Ratings:
Standard: 4/5
Expanded: 3.5/5
Limited: 5/5
Legacy: 3.5/5
Hello readers! Vince here with another late card review. Well, not too late actually, as a card that I’m about to look at just received another printing. In that case, I’m looking at Judge (HS Unleashed 78/95, XY BreakThrough 143/162, SM Forbidden Light 108/131). This card was first printed on the HGSS block and got another print in one of the XY expansion and receiving another one from the SM block. It was reviewed twice by the crew:
When it first came out, it saw a good amount of play due to being a Supporter card that does both hand refresh and disruption. When you have cards in your hand that you can’t make use of, Judge can help you get out of a tight spot, and it doesn’t even discard your cards. For the disruption aspect, there may be a chance where you may help or hinder your opponent due to the nature of randomness when it comes to physically shuffling decks properly. Probably the best opportunity to disrupt your opponent, assuming that you don’t care about your hand, is when your opponent just searched cards from their deck onto their hand while simultaneously ending their turn. Steven’s Resolve and Sylveon-GX’s Magical Ribbon are examples of being foiled by a disruption card. Of course, cards tend to compete with others during the time Judge was legal. For hand refresher, Professor Oak’s New Theory and Cynthia nets you six cards. N also nets you more or less cards than Judge depending on when it was used on that part of the match. N could be better early game and worse for late game when both players are down to few prize cards. As for hand disruption? Again, N could do a better or worse job than Judge, but for the opposite reasons compared to the first aspect. N could be worse due to being down to one card, but Judge still nets you four cards. Ace Trainer also does a better job if you’re behind on prizes. You net six cards while your opponent gets three. Wicke is situational since it relies on the quantity of both player’s current hand.

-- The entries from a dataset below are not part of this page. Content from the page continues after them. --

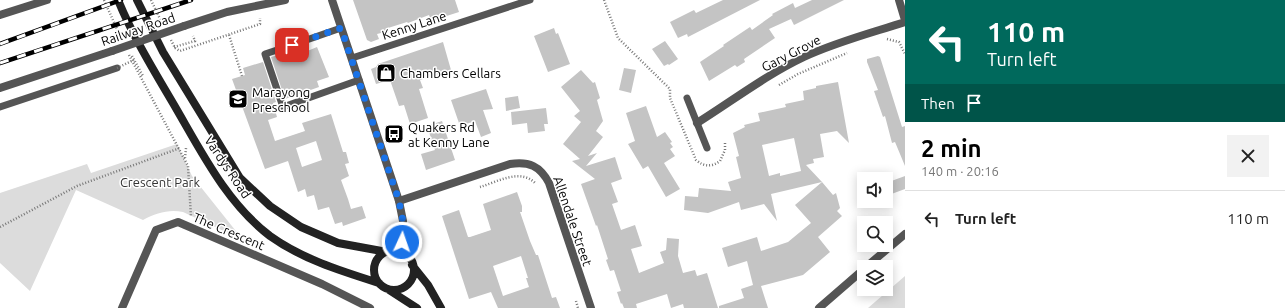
<!DOCTYPE html>
<html lang="en">
<head>
<meta charset="utf-8">
<style>
	body { margin:0; font-family:Ubuntu,sans-serif; background:#f2f2f2; color:#222; height:100vh; display:flex; flex-direction:column; font-size:15px; white-space:nowrap }
	* { box-sizing:border-box; margin:0 }
	p { font-size:13px; color:#767676 }
	.icon { flex:none; width:22px; height:22px; fill:none; stroke:currentColor; stroke-width:2; stroke-linecap:round; stroke-linejoin:round }
	.map { position:relative; flex:1; overflow:hidden }
	.panel { display:flex; flex-direction:column; background:#fff; width:380px }
	.panel>* { flex:none }
	.hud { background:#00695c; color:#fff; overflow:hidden }
	.fabs { position:absolute; left:857px; top:172px; display:grid; gap:8px }
	.fabs a { display:grid; place-items:center; width:36px; height:36px; border-radius:0px; background:#fff; box-shadow:0 2px 10px #0003; font-size:20px }
	.pin { position:absolute; display:grid; place-items:center; width:34px; height:34px; color:#fff; margin:-17px; border-radius:8px; box-shadow:0 2px 6px #0006 }
	.me { position:absolute; width:44px; margin:-22px; rotate:3deg; stroke-linejoin:round; filter:drop-shadow(0 0 3px #0008) }
	.turn { display:flex; align-items:center; gap:14px; height:84px; padding:0 16px; font-size:18px }
	.turn .icon { width:52px; height:52px; stroke-width:2.5 }
	.turn b { display:block; font-size:28px; line-height:34px }
	.then { display:flex; align-items:center; height:38px; padding:0 16px; background:#0003; gap:8px; font-size:15px }
	.round { display:grid; place-items:center; flex:none; width:42px; height:42px; border-radius:0px; background:#f2f2f2 }
	.headline { display:flex; align-items:center; justify-content:space-between; height:68px; padding:0 16px }
	h1 { font-size:24px; font-weight:700; line-height:30px; color:#000 }
	ul { padding:0; list-style:none }
	li { display:flex; align-items:center; gap:12px; height:56px; padding:0 16px; border-top:1px solid #e0e0e0 }
	li div { flex:1 }
	li b { display:block; font-size:15px }
	li em { font-style:normal }
	main { display:flex; flex:1; min-height:0 }
	.map>svg:first-child { display:block }
	.green { fill:#dcdcdc }
	.building { fill:#c4c4c4; fill-rule:evenodd }
	.lines { fill:none; stroke-linecap:round; stroke-linejoin:round }
	.path { stroke:#777; stroke-width:2.5; stroke-dasharray:1 2; stroke-linecap:butt }
	.service { stroke:#555; stroke-width:7 }
	.minor { stroke:#555; stroke-width:8 }
	.tertiary { stroke:#555; stroke-width:8 }
	.secondary { stroke:#222; stroke-width:8 }
	.rail-casing { stroke:#000; stroke-width:4.5 }
	.rail { stroke:#fff; stroke-width:3; stroke-dasharray:9; stroke-linecap:butt }
	.path-bridge { stroke:#777; stroke-width:2.5; stroke-dasharray:1 2; stroke-linecap:butt }
	.tertiary-bridge { stroke:#555; stroke-width:8 }
	.route { stroke:#1a73e8; stroke-width:7; stroke-dasharray:0 12.6 }
	.labels { text-anchor:middle; dominant-baseline:central; stroke-width:3; stroke-linejoin:round; paint-order:stroke }
	.street-label { font-size:13px; fill:#000; stroke:#fff }
	.poi-label { font-size:13px; fill:#000; stroke:#fff; text-anchor:start }
	.park-label { font-size:13px; fill:#333; stroke:#fff }
</style>
</head>
<body>
<main>
<div class="map">
<svg width="905" height="308" viewBox="0 0 905 308">
	<rect width="100%" height="100%" fill="#fff"/>
	<!-- green -->
	<path class="green" d="M 177,144 L 192,176 L 243,240 L 183,212 C 169,209 156,213 143,220 L 76,190 L 30,291 L 0,263 L 0,193 L 87,164 L 91,173 Z
		M 905,276 L 905,308 L 868,308 Z"/>
	<!-- building -->
	<path class="building" d="M 353,0 L 455,0 L 459,12 L 431,21 L 429,15 L 408,23 L 407,22 L 388,28 L 389,31 L 377,34 L 379,39 L 371,42 L 367,40 Z
		M 723,0 L 760,0 L 688,37 L 687,34 L 678,38 L 670,22 L 694,10 L 696,13 Z
		M 812,0 L 844,0 L 794,25 L 791,19 L 769,29 L 775,38 L 744,59 L 745,62 L 737,67 L 735,65 L 709,81 L 700,62 L 724,46 L 723,45 L 750,27 L 752,30 L 773,15 L 772,14 L 793,3 L 795,8 Z
		M 554,28 L 556,34 L 558,33 L 570,64 L 548,72 L 534,36 Z
		M 290,39 L 287,44 L 291,50 L 303,47 L 305,52 L 317,47 L 329,77 L 317,81 L 319,87 L 285,99 L 271,57 L 282,54 L 285,50 L 284,46 L 277,43 Z
		M 665,41 L 678,59 L 669,65 L 668,64 L 664,66 L 652,49 Z
		M 443,42 L 451,70 L 420,80 L 423,88 L 419,89 L 428,118 L 410,124 L 404,105 L 399,106 L 390,80 L 376,84 L 371,69 L 376,67 L 378,64 Z
		M 878,56 L 880,57 L 902,127 L 905,126 L 905,166 L 895,142 L 892,143 L 885,116 L 883,117 L 874,91 L 878,90 L 867,62 L 867,59 Z
		M 263,62 L 276,102 L 273,103 L 277,117 L 268,120 L 275,141 L 305,131 L 302,123 L 331,114 L 343,152 L 346,152 L 349,163 L 345,164 L 349,176 L 341,180 L 348,199 L 351,209 L 362,206 L 366,218 L 343,226 L 342,222 L 335,224 L 329,207 L 318,210 L 314,195 L 307,197 L 305,189 L 298,192 L 288,161 L 265,169 L 232,79 L 245,75 L 243,68 ZM 316,141 L 322,160 L 302,167 L 296,148 Z
		M 624,68 L 636,70 L 631,93 L 619,90 Z
		M 581,70 L 593,83 L 595,82 L 600,98 L 597,100 L 603,121 L 596,131 L 603,137 L 588,156 L 597,153 L 586,166 L 615,157 L 622,179 L 611,183 L 618,202 L 612,204 L 621,230 L 635,225 L 642,246 L 631,249 L 639,273 L 664,263 L 660,252 L 666,250 L 667,238 L 679,239 L 678,256 L 683,273 L 695,270 L 697,276 L 707,273 L 718,308 L 684,308 L 683,304 L 671,308 L 667,294 L 636,304 L 637,308 L 624,308 L 622,303 L 621,304 L 617,292 L 621,291 L 614,270 L 610,271 L 606,260 L 608,259 L 597,225 L 596,226 L 581,184 L 595,179 L 572,161 L 580,159 L 563,144 L 581,122 L 574,116 L 580,111 L 561,87 Z
		M 838,82 L 849,143 L 837,131 L 820,134 L 824,157 L 813,159 L 814,163 L 806,165 L 822,182 L 771,194 L 777,221 L 764,204 L 741,210 L 739,202 L 708,213 L 684,210 L 685,196 L 698,197 L 699,188 L 731,191 L 728,182 L 741,178 L 736,157 L 739,156 L 733,133 L 745,127 L 744,125 L 760,121 L 758,113 L 786,107 L 785,104 L 804,100 L 803,91 L 816,88 L 816,86 ZM 794,138 L 801,171 L 780,176 L 780,173 L 769,176 L 762,145 Z
		M 486,89 L 493,109 L 483,110 L 491,133 L 481,137 L 475,121 L 460,126 L 451,100 Z
		M 518,96 L 520,108 L 506,111 L 505,98 Z
		M 646,106 L 657,137 L 665,132 L 672,142 L 670,143 L 673,147 L 670,149 L 675,156 L 664,163 L 680,189 L 666,197 L 648,166 L 643,169 L 628,144 L 635,141 L 626,113 Z
		M 546,108 L 548,124 L 544,124 L 545,131 L 528,133 L 527,123 L 512,125 L 511,112 Z
		M 442,121 L 455,160 L 426,170 L 421,154 L 435,150 L 427,126 Z
		M 905,176 L 905,189 L 886,196 L 886,183 Z
		M 822,182 L 833,195 L 836,193 L 840,208 L 837,211 L 842,216 L 818,237 L 830,252 L 803,275 L 761,286 L 768,308 L 719,308 L 719,306 L 744,298 L 741,289 L 753,285 L 747,261 L 728,267 L 722,248 L 757,237 L 761,251 L 788,242 L 811,223 L 795,205 Z
		M 517,192 L 522,206 L 522,212 L 520,212 L 530,241 L 536,255 L 538,255 L 552,298 L 556,297 L 560,308 L 498,308 L 491,292 L 469,299 L 442,216 L 459,210 L 468,237 L 470,237 L 491,230 L 483,204 ZM 521,256 L 528,278 L 526,278 L 529,287 L 503,296 L 493,266 Z"/>
	<g class="lines">
		<!-- path -->
		<path class="path" d="M 104,0 L 121,38
			M 151,0 L 162,23
			M 604,0 L 618,38 L 670,89 L 670,98 L 696,160 C 704,167 712,167 720,161 L 725,150 L 725,142
			M 229,35 L 242,76
			M 887,39 L 899,42 L 905,54
			M 171,40 L 175,48 L 180,51 L 260,24 L 260,18
			M 174,47 L 195,41 L 193,36
			M 129,55 L 188,166 L 191,217
			M 132,56 L 143,76
			M 779,85 L 798,74 L 847,53
			M 185,158 L 186,148
			M 480,187 C 497,182 520,168 535,183
			M 0,227 L 77,186 L 180,148
			M 576,301 L 578,308"/>
		<!-- service -->
		<path class="service" d="M 292,45 L 341,28
			M 280,49 L 265,54 L 283,107 L 359,80
			M 352,58 L 530,0
			M 687,98 L 707,148
			M 0,107 L 117,68"/>
		<!-- minor -->
		<path class="minor" d="M 899,0 L 905,20
			M 0,15 L 47,0
			M 697,123 C 732,101 766,75 804,57 C 836,42 871,33 905,22
			M 399,201 L 510,164 C 529,161 540,166 549,183 L 591,308
			M 122,308 L 156,230 L 178,222 L 322,284 L 370,308"/>
		<!-- tertiary -->
		<path class="tertiary" d="M 332,0 L 399,201 L 403,221 L 400,251
			M 184,26 L 227,12 L 285,0
			M 0,88 L 112,51
			M 866,267 L 905,234
			M 819,308 L 864,269"/>
		<!-- secondary -->
		<path class="secondary" d="M 118,0 C 134,39 156,74 177,110 C 203,155 228,204 270,236 C 302,259 341,271 379,283
			M 137,0 L 163,52 L 240,178 L 270,206 L 301,227 L 338,243 L 387,252
			M374 270a20 20 0 1 1 40 0a20 20 0 1 1-40 0Z
			M 412,265 L 428,285 L 441,308
			M 389,290 L 417,308"/>
		<defs>
			<path id="rail" d="M 0,44 L 121,0
				M 0,63 L 191,0"/>
		</defs>
		<!-- rail casing -->
		<use href="#rail" class="rail-casing"/>
		<!-- rail -->
		<use href="#rail" class="rail"/>
		<!-- path-bridge -->
		<path class="path-bridge" d="M 117,68 L 134,60"/>
		<!-- tertiary-bridge -->
		<path class="tertiary-bridge" d="M 112,51 L 184,26"/>
	</g>
	<g class="lines">
		<!-- route -->
		<path class="route" d="M 292,45 L 341,28 L 399,201 L 403,222 L 402,242"/>
	</g>
	<!-- icons -->
	<defs>
		<symbol id="shop-square" viewBox="-11 -11 22 22"><rect x="-9" y="-9" width="18" height="18" rx="4" fill="#000" stroke="#fff"/><path d="M-5-2.5h2.3a2.7 3.5 0 0 1 5.4 0H5L5.5 6h-11ZM-1.5-2.5h3a1.5 2.3 0 0 0-3 0Z" fill="#fff"/></symbol>
		<symbol id="school-square" viewBox="-11 -11 22 22"><rect x="-9" y="-9" width="18" height="18" rx="4" fill="#000" stroke="#fff"/><path d="M0-5L7-2L0 1L-7-2ZM-4 1L0 2.5L4 1V4Q0 6-4 4Z" fill="#fff"/></symbol>
		<symbol id="bus-square" viewBox="-11 -11 22 22"><rect x="-9" y="-9" width="18" height="18" rx="4" fill="#000" stroke="#fff"/><path d="M-5-6H5V4H4V6H2V4H-2V6H-4V4H-5ZM-3.5-4V0h7V-4ZM-3.5 1.2v1.5H-2V1.2ZM2 1.2v1.5H3.5V1.2Z" fill="#fff"/></symbol>
	</defs>
	<g fill-rule="evenodd">
		<use href="#shop-square" x="375" y="62" width="22" height="22"/>
		<use href="#school-square" x="227" y="88" width="22" height="22"/>
		<use href="#bus-square" x="383" y="123" width="22" height="22"/>
	</g>
	<g class="labels">
		<!-- street labels -->
		<g class="street-label">
			<text transform="translate(414 25) rotate(-18)">Kenny Lane</text>
			<text transform="translate(138 29) rotate(-19)">Railway Road</text>
			<text transform="translate(791 53) rotate(-27)">Gary Grove</text>
			<text transform="translate(228 167) rotate(56)">Vardys Road</text>
			<text transform="translate(573 221) rotate(71)">Allendale Street</text>
			<text transform="translate(229 231) rotate(23)">The Crescent</text>
		</g>
		<!-- poi labels -->
		<g class="poi-label">
			<text x="400" y="73">Chambers Cellars</text>
			<text x="252" y="92">Marayong<tspan x="252" dy="15">Preschool</tspan></text>
			<text x="408" y="127">Quakers Rd<tspan x="408" dy="15">at Kenny Lane</tspan></text>
		</g>
		<!-- park labels -->
		<g class="park-label">
			<text x="160" y="182">Crescent Park</text>
		</g>
	</g>
</svg>
<div class="fabs">
<a><svg class="icon" aria-label="sound" viewBox="0 0 24 24"><path d="M4 9h4l5-4v14l-5-4H4zM17 9q2 3 0 6"/></svg></a>
<a><svg class="icon" aria-label="search" viewBox="0 0 24 24"><circle cx="10" cy="10" r="6"/><path d="M15 15l6 6"/></svg></a>
<a><svg class="icon" aria-label="layers" viewBox="0 0 24 24"><path d="M12 4l9 5-9 5-9-5zM3 14l9 5 9-5"/></svg></a>
</div>
<div class="pin" style="left:292px;top:45px;background:#d93025"><svg class="icon" aria-label="arrive" viewBox="0 0 24 24"><path d="M6 21V4h12l-3 4 3 4H6"/></svg></div>
<svg class="me" style="left:402px;top:242px" viewBox="-20 -20 40 40"><circle r="17" fill="#1a73e8" stroke="#fff" stroke-width="3"/><path d="M0-11L8 9 0 5-8 9z" fill="#fff"/></svg>
</div>
<section class="panel">
<div class="hud">
<div class="turn"><svg class="icon" aria-label="left" viewBox="0 0 24 24"><path d="M17 20v-9H6M10 6l-5 5 5 5"/></svg><div><b>110 m</b>Turn left</div></div>
<div class="then">Then<svg class="icon" aria-label="arrive" viewBox="0 0 24 24"><path d="M6 21V4h12l-3 4 3 4H6"/></svg></div>
</div>
<div class="headline"><div><h1>2 min</h1><p>140 m · 20:16</p></div><a class="round"><svg class="icon" aria-label="close" viewBox="0 0 24 24"><path d="M6 6l12 12M18 6L6 18"/></svg></a></div>
<ul>
<li><svg class="icon" aria-label="left" viewBox="0 0 24 24"><path d="M17 20v-9H6M10 6l-5 5 5 5"/></svg><div><b>Turn left</b></div><em>110 m</em></li>
</ul>
</section>
</main>
</body>
</html>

It was fortunate that Judge had other applications that made it appear on couple of World Championship Decks, because Judge would’ve been outclassed if players didn’t think outside of the box. Just seeing it appear on several decks makes me happy enough to give it a above-average score on certain formats. Standard has less competition in regards to what Judge does, but Expanded and Legacy has both N and Professors that schools most Supporter cards. Despite that, it was used in a specific deck that reaps the benefits of having a certain hand size to ignore energy costs. Having attacks that are free to use will mean that Max Potion has no liability and energy punishing users won’t hit you too hard. In Limited, if you pulled one, you’ll run this. Given that you might have a large hand filled with mostly redundant cards, by using Judge, you might keep yourself from decking out, prolonging the match.